L’armée irakienne a, de son coté, décrété un couvre-feu dans la capitale, Baghdad pour « éviter tout débordement ».

L’Irak connaît des tensions politiques dont la gravité s’est accrue depuis le 30 juillet dernier, date à laquelle les partisans du mouvement sadriste ont entamé un sit-in, toujours en cours, à l’intérieur de la zone verte de Baghdad.

Les divergences entre les forces politiques ont empêché la formation d’un nouveau gouvernement depuis les dernières élections du 10 octobre 2021.

Le leader irakien Moqtada Sadr, incontournable pilier de la scène politique, a annoncé lundi son « retrait définitif » de la politique et la fermeture de toutes les institutions liées à son mouvement, alors que l’Irak est plongé dans une grave crise.

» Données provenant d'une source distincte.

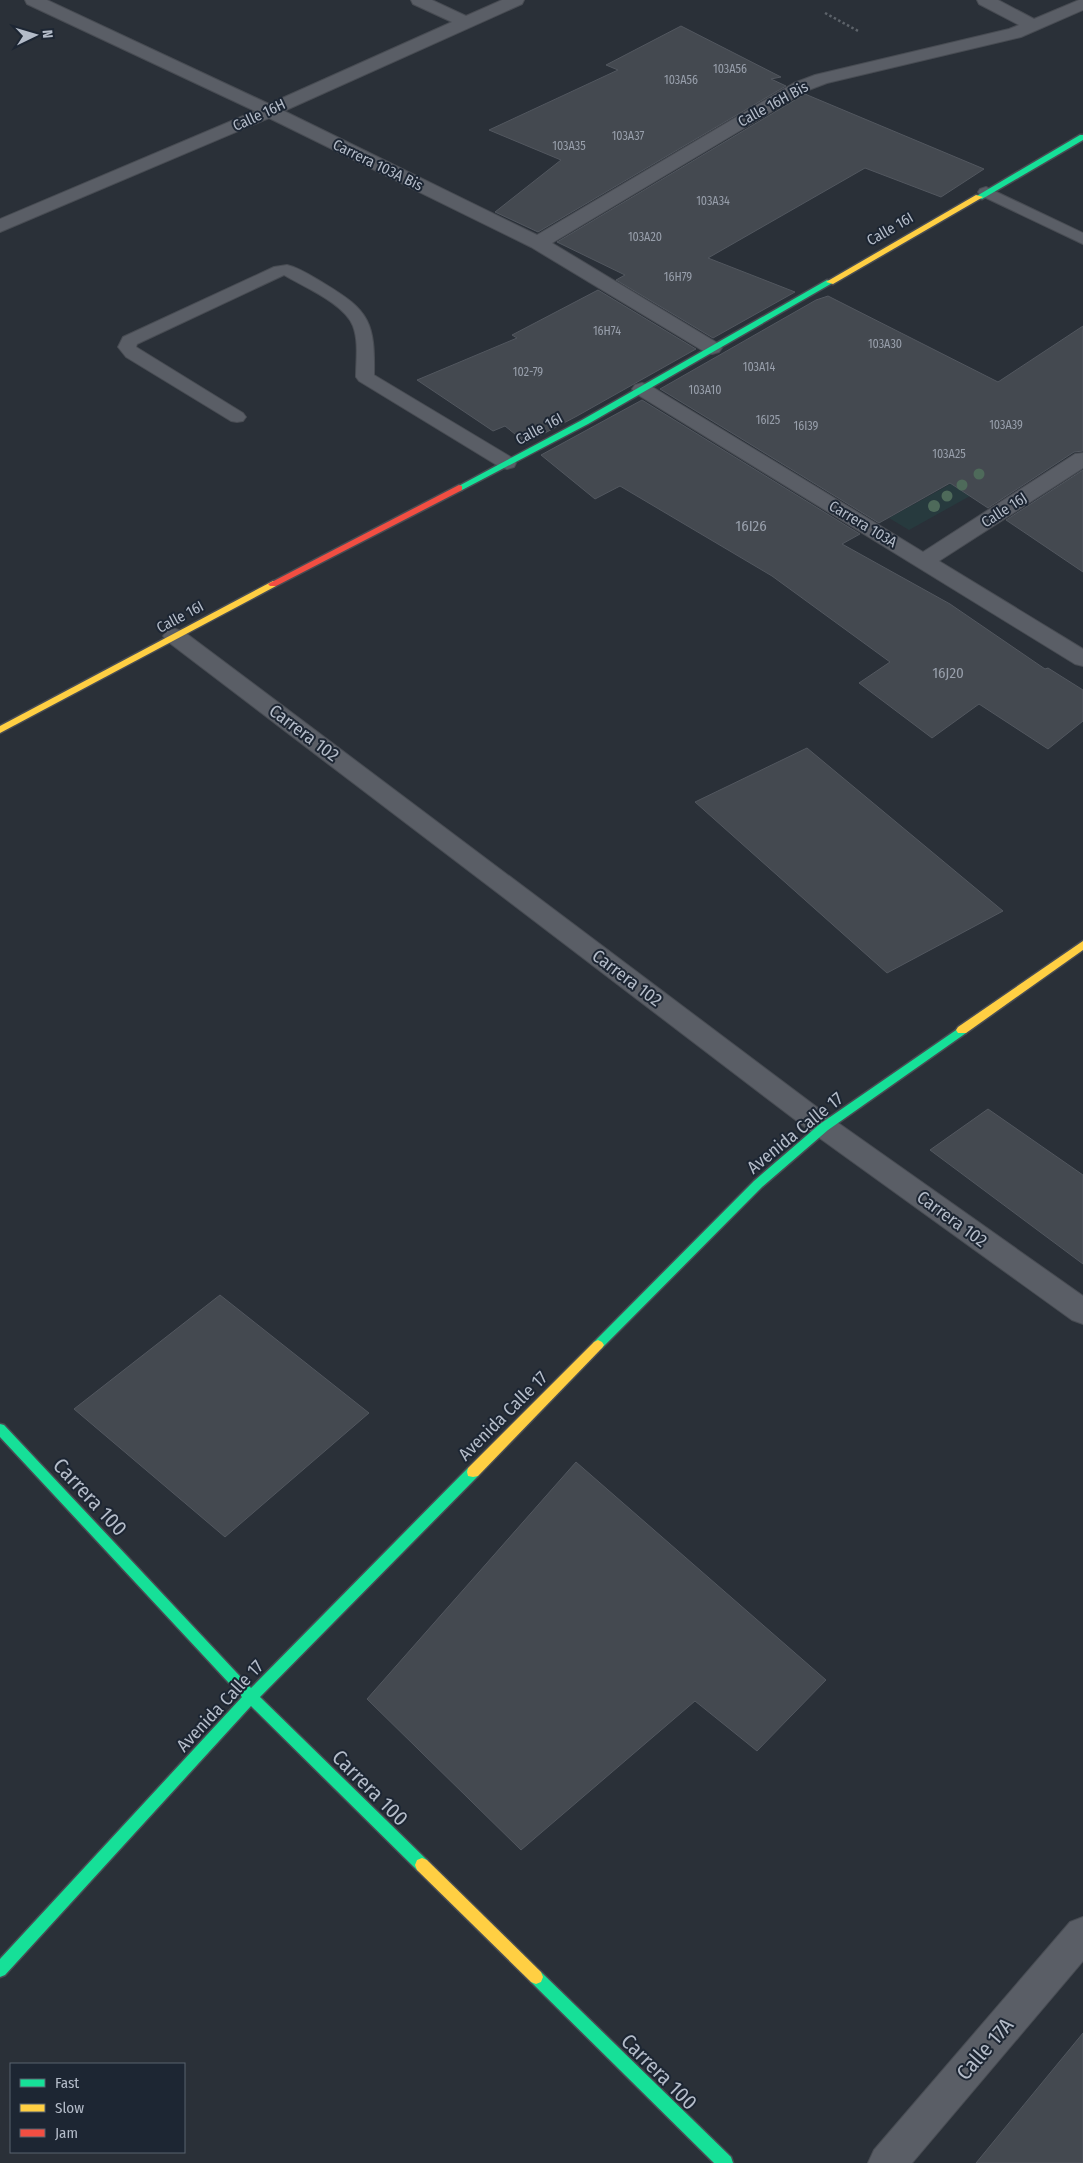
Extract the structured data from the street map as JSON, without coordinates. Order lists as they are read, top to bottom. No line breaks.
{"streets":{"street":["Calle 16H Bis","Calle 16H","Carrera 103A Bis","Calle 16I","Calle 16J","Carrera 103A","Carrera 102","Avenida Calle 17","Carrera 100","Calle 17A"]},"crossings":[["Calle 16H Bis","Carrera 103A Bis"],["Calle 16H","Carrera 103A Bis"],["Carrera 103A Bis","Calle 16I"],["Calle 16I","Carrera 103A"],["Calle 16I","Carrera 102"],["Calle 16J","Carrera 103A"],["Carrera 102","Avenida Calle 17"],["Avenida Calle 17","Carrera 100"]],"house_numbers":["103A56","103A56","103A37","103A35","103A34","103A20","16H79","16H74","103A30","103A14","102-79","103A10","16I25","103A39","16I39","103A25","16I26","16J20"],"legend":["Fast","Slow","Jam"],"north":"right"}
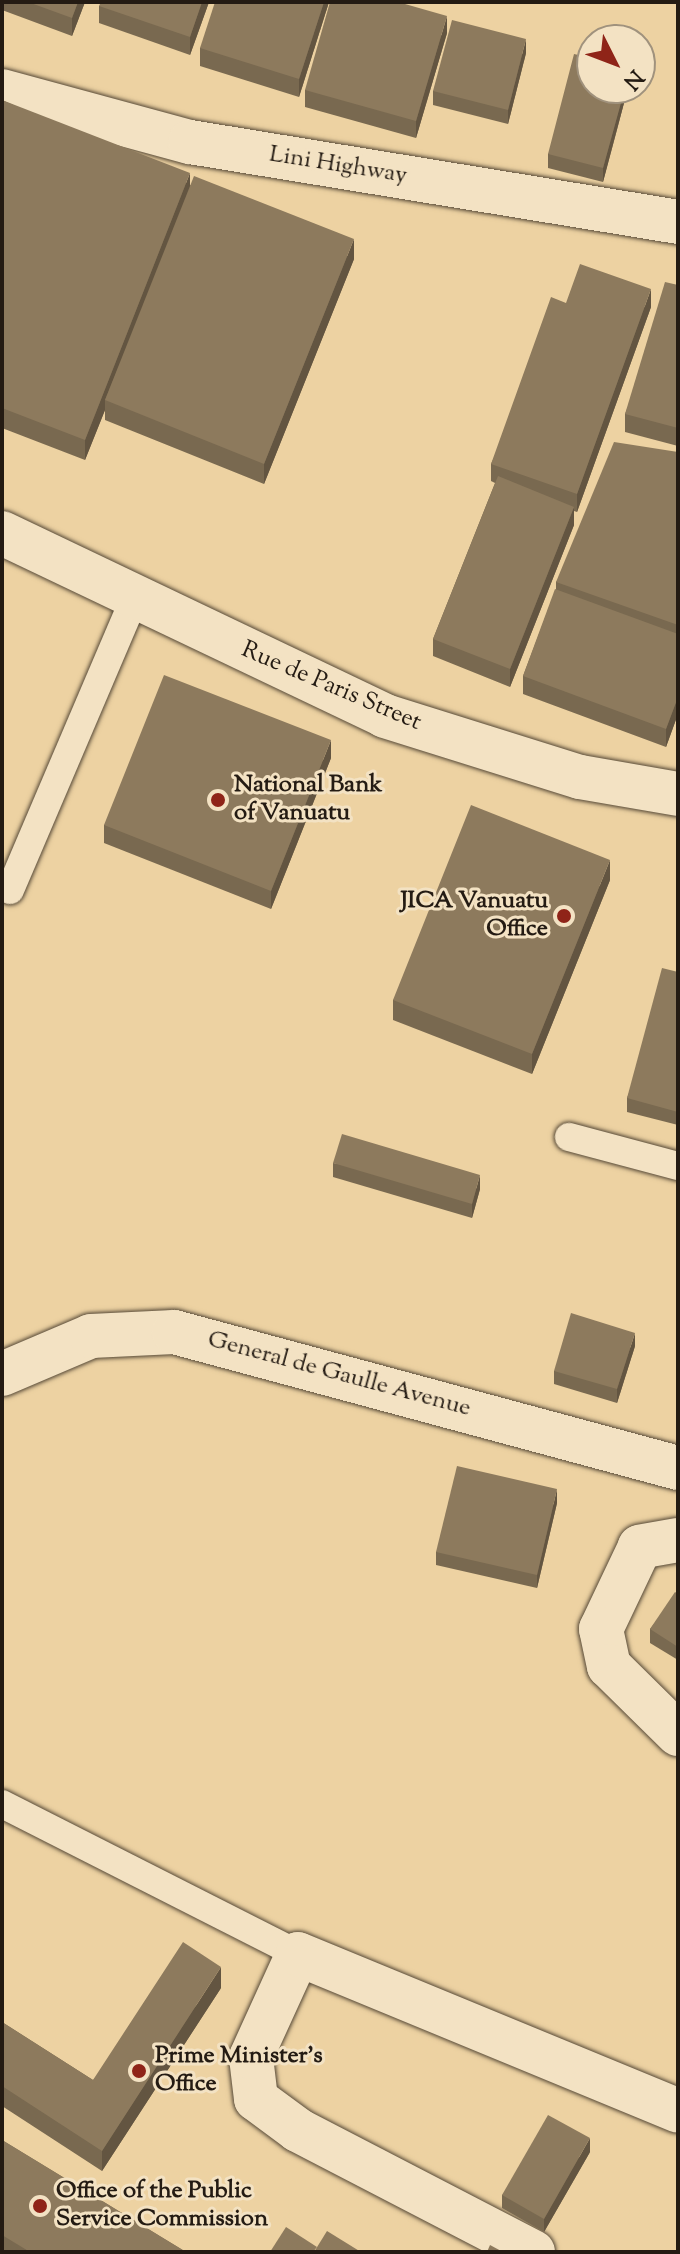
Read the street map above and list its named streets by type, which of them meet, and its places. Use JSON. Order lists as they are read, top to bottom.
{
  "streets": {
    "street": ["Lini Highway", "Rue de Paris Street", "General de Gaulle Avenue"]
  },
  "places": [
    "National Bank of Vanuatu",
    "JICA Vanuatu Office",
    "Prime Minister's Office",
    "Office of the Public Service Commission"
  ],
  "north": "bottom right"
}
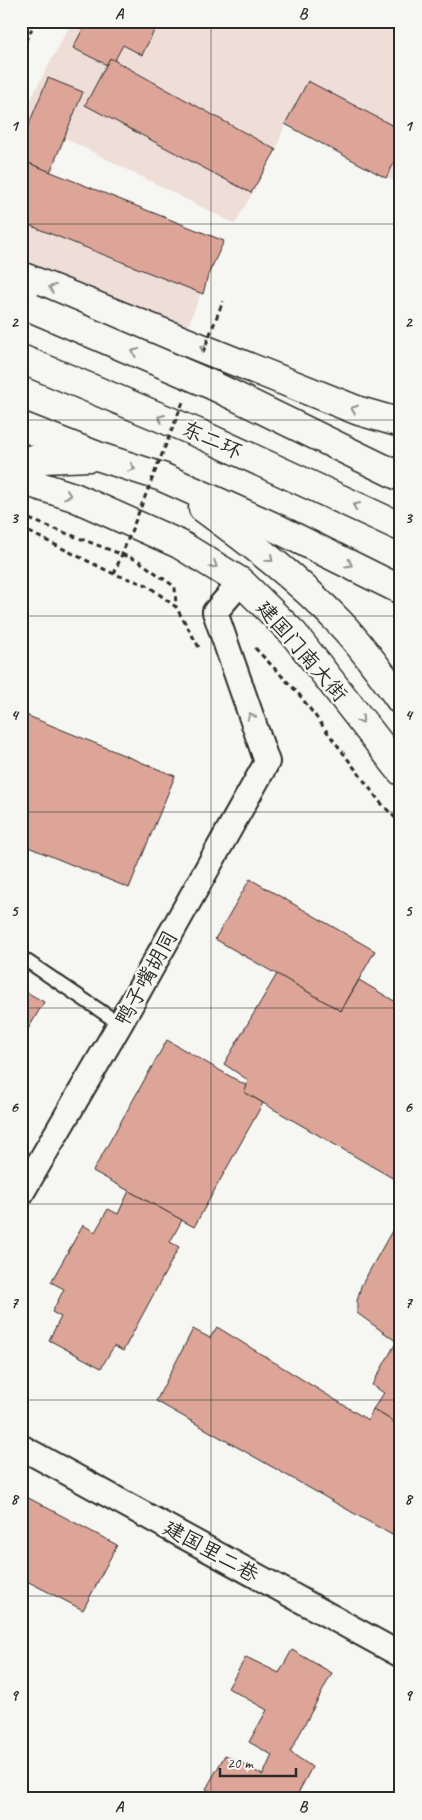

« J’avais décidé de ne pas m’immiscer dans les affaires politiques. J’annonce donc maintenant mon retrait définitif et la fermeture de toutes les institutions à l’exception du Mausolée sacré (de son père Mohammed Sadr mort en 1999), du Musée d’honneur et de l’Autorité du patrimoine Al-Sadr », a écrit Moqtada Sadr sur Twitter.

Le leader irakien a fait cette annonce au moment où l’Irak est embourbé dans une profonde crise politique depuis les législatives d’octobre 2021.

Depuis cette date, le pays n’a toujours pas de nouveau Premier ministre, ni de nouveau gouvernement.

Depuis des semaines, Moqtada Sadr réclamait la dissolution du Parlement et de nouvelles législatives anticipées pour tenter de dénouer la crise. Plus généralement, il exige la « réforme » de fond en comble du système politique irakien et la fin de la « corruption ».

Et dans le bras de fer qui l’opposait à ses adversaires du Cadre de coordination, Moqtada Sadr avait encore fait monter les enchères depuis fin juillet.

Ses partisans occupent les abords du Parlement irakien à Baghdad depuis près d’un mois et, la semaine dernière, ils ont brièvement bloqué l’accès à la plus haute instance judiciaire du pays.